“I’m speaking to you from Silicon Valley, where some of the most prominent and successful companies have built their businesses by lulling their customers into complacency about their personal information,” said Cook. “They’re gobbling up everything they can learn about you and trying to monetize it. We think that’s wrong. And it’s not the kind of company that Apple wants to be.”
-Tim Cook, 2015
This is a great quote because it proves a point I've been making about how Apple have been fairly precise with their language so they can give you a similar experience as Google (and give advertisers a similar experience to Google Ads...) but with a gloss of privacy jargon to make you feel safe.
They've never said ads and paid promotional content throughout the OS are bad, but rather
*mass data collection of personally identifying information* is bad. Your quote doesn't contradict Apple's plans here because they'll say "well none of our methods compromise a user's privacy since we anonymize the data" just like they said about Maps traffic data (albeit, that's not the same context but the rhetoric is what we should pay attention to).
I would reckon most Apple customers like myself and others in this thread aren't just interested in data privacy and limiting data collection but also ensuring their OS experience is built around the end user's experience first, not the advertiser's. I.e, my App and Map suggestions should be 'meritocratic' in a sense because they're based on variables I care about as a potential customer (user reviews, download count, restaurant popularity, guides from local experts instead of pay-for-promotion magazines, etc.)
Apple should be, for example, seriously fleshing out their native Maps reviewing system and finding ways to enable highly active reviewers to leave curated guides that are mostly guaranteed to be genuine. Instead they're implementing Google style disgusting ads in maps and integrating 'guides' which are just ports of SF Eater paid promotion articles anyway.
All part of the Tim Cook Master Plan: accelerate the hell out of the ads and services department because that's what any profit maxxing CEO would do meanwhile take gingerly swings of a rubber sledgehammer at Facebook to gain user trust (which has the convenient byproduct of attaching a rocket booster to your own ad platform). Oh, and make sure nobody finds out you had a secret meeting with Zuck beforehand to discuss "revenue sharing ideas" because at the end of the day your privacy principles are actually marketing slogans and not something you're willing to die on the hill of.
It's all one big joke and we're the punchline.
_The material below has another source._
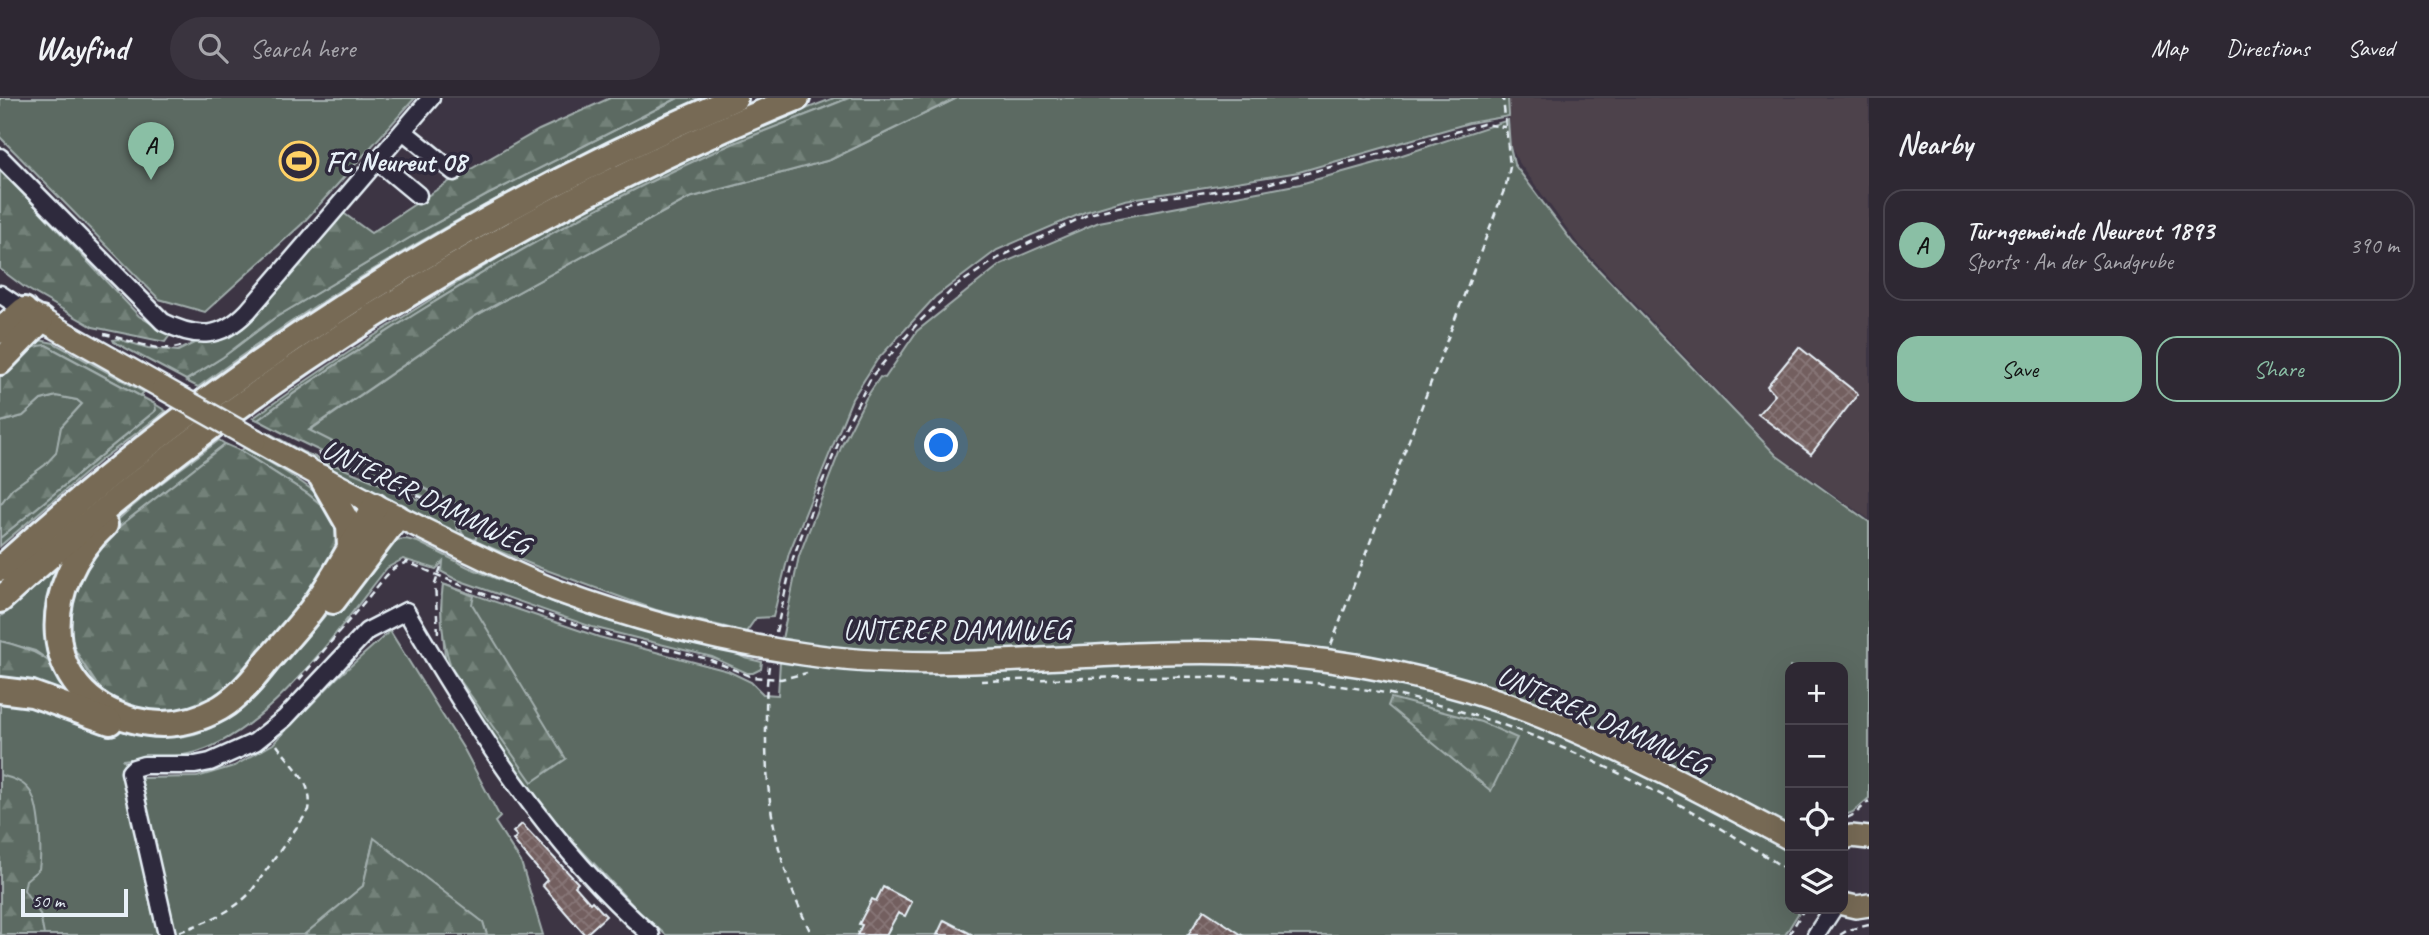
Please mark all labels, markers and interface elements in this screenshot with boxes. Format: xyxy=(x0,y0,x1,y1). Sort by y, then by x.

At this point I might as well switch to Android because if all this data collection and ad plugging is going to happen anyway I'd like the significantly better algorithms and suggestions from Google instead of the privacy facade of Apple. Even Google are starting to 'anonymize' data in more places because they know it's mostly horse manure that can be deanonymized in two button clicks. Not to mention both companies do very little in circumventing government spyware (in fact, they'll happily collaborate with them!).